* Task to carry out *
The result should be an exact copy of the entries that follow, with no pictures included.

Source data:
########

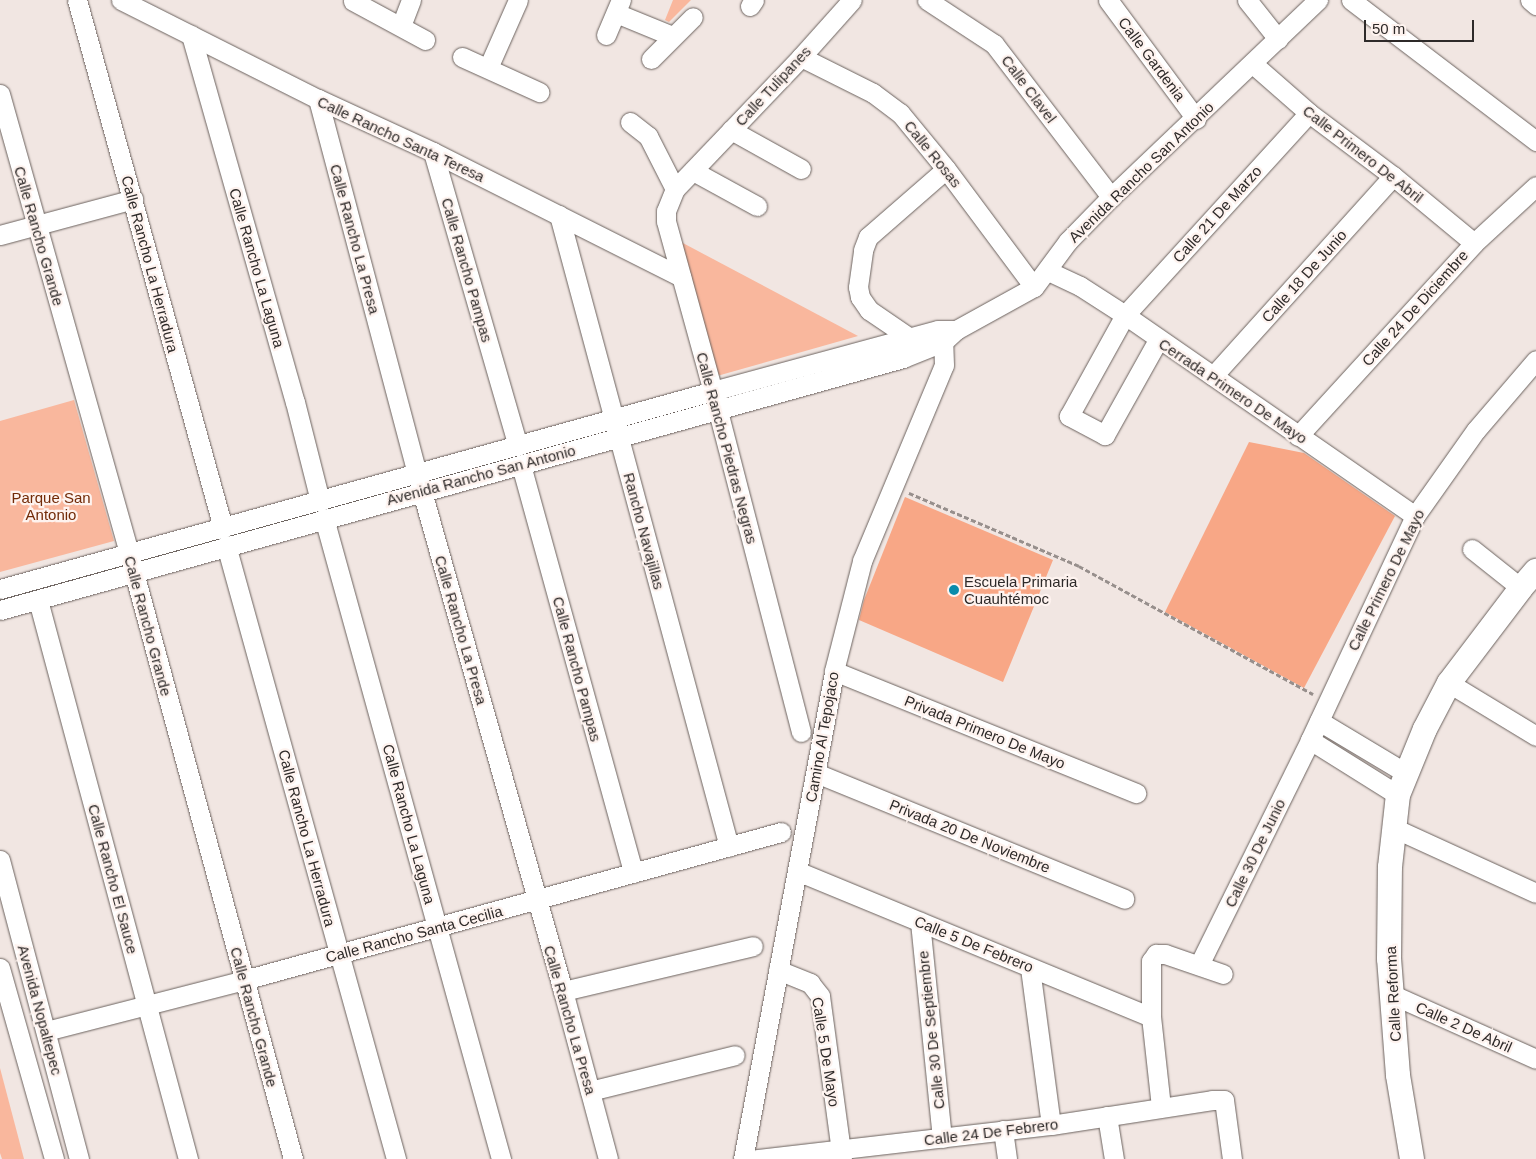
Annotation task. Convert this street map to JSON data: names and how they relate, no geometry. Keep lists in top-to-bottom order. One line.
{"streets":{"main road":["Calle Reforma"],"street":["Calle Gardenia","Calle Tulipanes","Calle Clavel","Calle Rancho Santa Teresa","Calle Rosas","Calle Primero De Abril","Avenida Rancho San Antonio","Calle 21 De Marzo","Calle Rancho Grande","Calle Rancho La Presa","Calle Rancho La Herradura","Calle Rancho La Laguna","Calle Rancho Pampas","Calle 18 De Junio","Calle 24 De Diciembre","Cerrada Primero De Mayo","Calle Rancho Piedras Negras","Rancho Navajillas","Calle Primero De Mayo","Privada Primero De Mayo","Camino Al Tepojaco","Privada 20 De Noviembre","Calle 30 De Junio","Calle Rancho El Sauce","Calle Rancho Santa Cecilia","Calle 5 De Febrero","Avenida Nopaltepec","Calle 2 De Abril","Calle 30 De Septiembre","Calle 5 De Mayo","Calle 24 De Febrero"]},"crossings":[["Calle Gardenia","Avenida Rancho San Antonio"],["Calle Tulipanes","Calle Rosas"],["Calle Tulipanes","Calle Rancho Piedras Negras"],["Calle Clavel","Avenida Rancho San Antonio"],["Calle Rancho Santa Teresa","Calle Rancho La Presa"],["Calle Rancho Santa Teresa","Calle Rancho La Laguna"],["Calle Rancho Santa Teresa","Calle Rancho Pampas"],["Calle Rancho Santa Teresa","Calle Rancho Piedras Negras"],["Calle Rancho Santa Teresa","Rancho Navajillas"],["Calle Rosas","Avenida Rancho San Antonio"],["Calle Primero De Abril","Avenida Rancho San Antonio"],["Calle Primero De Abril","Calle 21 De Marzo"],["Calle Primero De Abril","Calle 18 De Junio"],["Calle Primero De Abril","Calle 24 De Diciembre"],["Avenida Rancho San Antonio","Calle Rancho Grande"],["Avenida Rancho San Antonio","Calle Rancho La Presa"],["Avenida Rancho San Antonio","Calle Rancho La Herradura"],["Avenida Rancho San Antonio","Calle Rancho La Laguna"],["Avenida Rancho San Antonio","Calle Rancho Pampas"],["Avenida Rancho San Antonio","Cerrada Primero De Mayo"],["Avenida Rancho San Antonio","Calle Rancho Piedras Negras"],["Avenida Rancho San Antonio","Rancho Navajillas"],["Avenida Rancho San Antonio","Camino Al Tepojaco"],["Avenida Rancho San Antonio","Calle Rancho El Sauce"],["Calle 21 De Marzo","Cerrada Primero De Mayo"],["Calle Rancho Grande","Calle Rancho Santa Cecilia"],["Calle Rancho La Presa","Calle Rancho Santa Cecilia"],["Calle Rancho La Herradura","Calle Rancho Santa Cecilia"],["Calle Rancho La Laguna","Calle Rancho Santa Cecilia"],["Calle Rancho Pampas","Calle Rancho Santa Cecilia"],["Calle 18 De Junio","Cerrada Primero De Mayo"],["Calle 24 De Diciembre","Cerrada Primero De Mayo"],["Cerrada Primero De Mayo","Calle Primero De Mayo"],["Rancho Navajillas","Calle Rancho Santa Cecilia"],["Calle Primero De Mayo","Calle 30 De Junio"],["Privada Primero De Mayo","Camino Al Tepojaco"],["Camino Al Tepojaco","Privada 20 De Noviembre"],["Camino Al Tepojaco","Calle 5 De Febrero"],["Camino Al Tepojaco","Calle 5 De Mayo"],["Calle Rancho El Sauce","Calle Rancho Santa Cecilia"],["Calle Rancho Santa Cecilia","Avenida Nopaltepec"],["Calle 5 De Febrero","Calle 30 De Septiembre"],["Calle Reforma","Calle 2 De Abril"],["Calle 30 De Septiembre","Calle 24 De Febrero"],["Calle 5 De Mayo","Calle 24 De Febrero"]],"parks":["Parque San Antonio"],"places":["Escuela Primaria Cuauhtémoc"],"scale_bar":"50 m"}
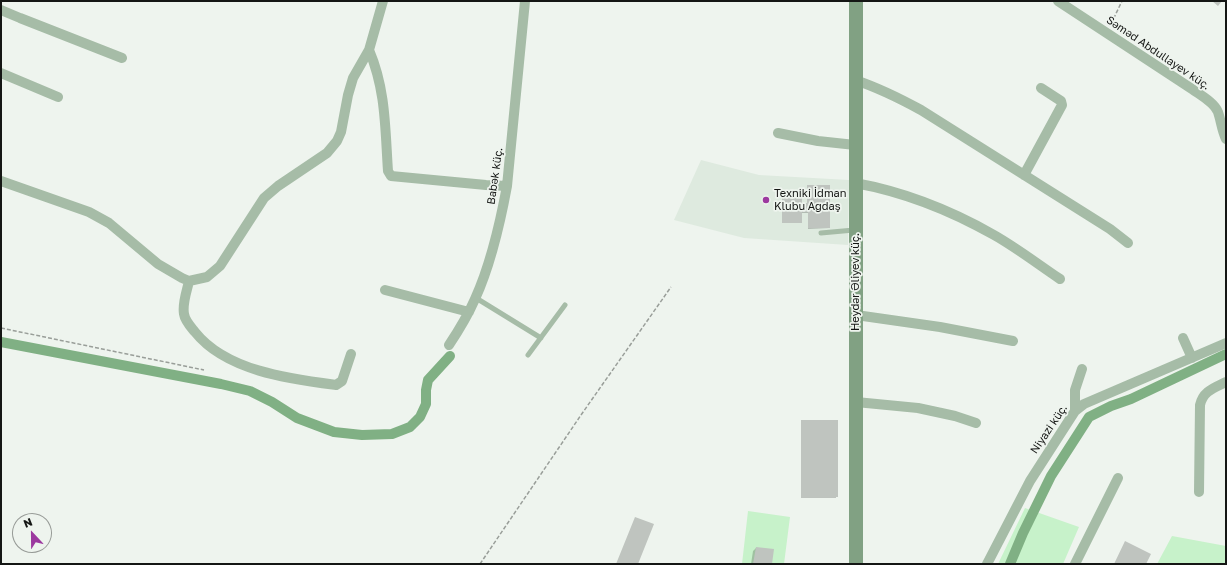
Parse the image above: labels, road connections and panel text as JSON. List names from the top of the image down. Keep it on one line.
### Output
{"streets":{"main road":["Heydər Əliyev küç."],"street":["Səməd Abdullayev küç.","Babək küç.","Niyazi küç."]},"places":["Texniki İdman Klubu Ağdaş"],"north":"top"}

########

* Solution *
Annotation task. Convert this street map to JSON data: names and how they relate, no geometry. Keep lists in top-to-bottom order. One line.
{"streets":{"main road":["Calle Reforma"],"street":["Calle Gardenia","Calle Tulipanes","Calle Clavel","Calle Rancho Santa Teresa","Calle Rosas","Calle Primero De Abril","Avenida Rancho San Antonio","Calle 21 De Marzo","Calle Rancho Grande","Calle Rancho La Presa","Calle Rancho La Herradura","Calle Rancho La Laguna","Calle Rancho Pampas","Calle 18 De Junio","Calle 24 De Diciembre","Cerrada Primero De Mayo","Calle Rancho Piedras Negras","Rancho Navajillas","Calle Primero De Mayo","Privada Primero De Mayo","Camino Al Tepojaco","Privada 20 De Noviembre","Calle 30 De Junio","Calle Rancho El Sauce","Calle Rancho Santa Cecilia","Calle 5 De Febrero","Avenida Nopaltepec","Calle 2 De Abril","Calle 30 De Septiembre","Calle 5 De Mayo","Calle 24 De Febrero"]},"crossings":[["Calle Gardenia","Avenida Rancho San Antonio"],["Calle Tulipanes","Calle Rosas"],["Calle Tulipanes","Calle Rancho Piedras Negras"],["Calle Clavel","Avenida Rancho San Antonio"],["Calle Rancho Santa Teresa","Calle Rancho La Presa"],["Calle Rancho Santa Teresa","Calle Rancho La Laguna"],["Calle Rancho Santa Teresa","Calle Rancho Pampas"],["Calle Rancho Santa Teresa","Calle Rancho Piedras Negras"],["Calle Rancho Santa Teresa","Rancho Navajillas"],["Calle Rosas","Avenida Rancho San Antonio"],["Calle Primero De Abril","Avenida Rancho San Antonio"],["Calle Primero De Abril","Calle 21 De Marzo"],["Calle Primero De Abril","Calle 18 De Junio"],["Calle Primero De Abril","Calle 24 De Diciembre"],["Avenida Rancho San Antonio","Calle Rancho Grande"],["Avenida Rancho San Antonio","Calle Rancho La Presa"],["Avenida Rancho San Antonio","Calle Rancho La Herradura"],["Avenida Rancho San Antonio","Calle Rancho La Laguna"],["Avenida Rancho San Antonio","Calle Rancho Pampas"],["Avenida Rancho San Antonio","Cerrada Primero De Mayo"],["Avenida Rancho San Antonio","Calle Rancho Piedras Negras"],["Avenida Rancho San Antonio","Rancho Navajillas"],["Avenida Rancho San Antonio","Camino Al Tepojaco"],["Avenida Rancho San Antonio","Calle Rancho El Sauce"],["Calle 21 De Marzo","Cerrada Primero De Mayo"],["Calle Rancho Grande","Calle Rancho Santa Cecilia"],["Calle Rancho La Presa","Calle Rancho Santa Cecilia"],["Calle Rancho La Herradura","Calle Rancho Santa Cecilia"],["Calle Rancho La Laguna","Calle Rancho Santa Cecilia"],["Calle Rancho Pampas","Calle Rancho Santa Cecilia"],["Calle 18 De Junio","Cerrada Primero De Mayo"],["Calle 24 De Diciembre","Cerrada Primero De Mayo"],["Cerrada Primero De Mayo","Calle Primero De Mayo"],["Rancho Navajillas","Calle Rancho Santa Cecilia"],["Calle Primero De Mayo","Calle 30 De Junio"],["Privada Primero De Mayo","Camino Al Tepojaco"],["Camino Al Tepojaco","Privada 20 De Noviembre"],["Camino Al Tepojaco","Calle 5 De Febrero"],["Camino Al Tepojaco","Calle 5 De Mayo"],["Calle Rancho El Sauce","Calle Rancho Santa Cecilia"],["Calle Rancho Santa Cecilia","Avenida Nopaltepec"],["Calle 5 De Febrero","Calle 30 De Septiembre"],["Calle Reforma","Calle 2 De Abril"],["Calle 30 De Septiembre","Calle 24 De Febrero"],["Calle 5 De Mayo","Calle 24 De Febrero"]],"parks":["Parque San Antonio"],"places":["Escuela Primaria Cuauhtémoc"],"scale_bar":"50 m"}
Parse the image above: labels, road connections and panel text as JSON. List names from the top of the image down. Keep it on one line.
### Output
{"streets":{"main road":["Heydər Əliyev küç."],"street":["Səməd Abdullayev küç.","Babək küç.","Niyazi küç."]},"places":["Texniki İdman Klubu Ağdaş"],"north":"top"}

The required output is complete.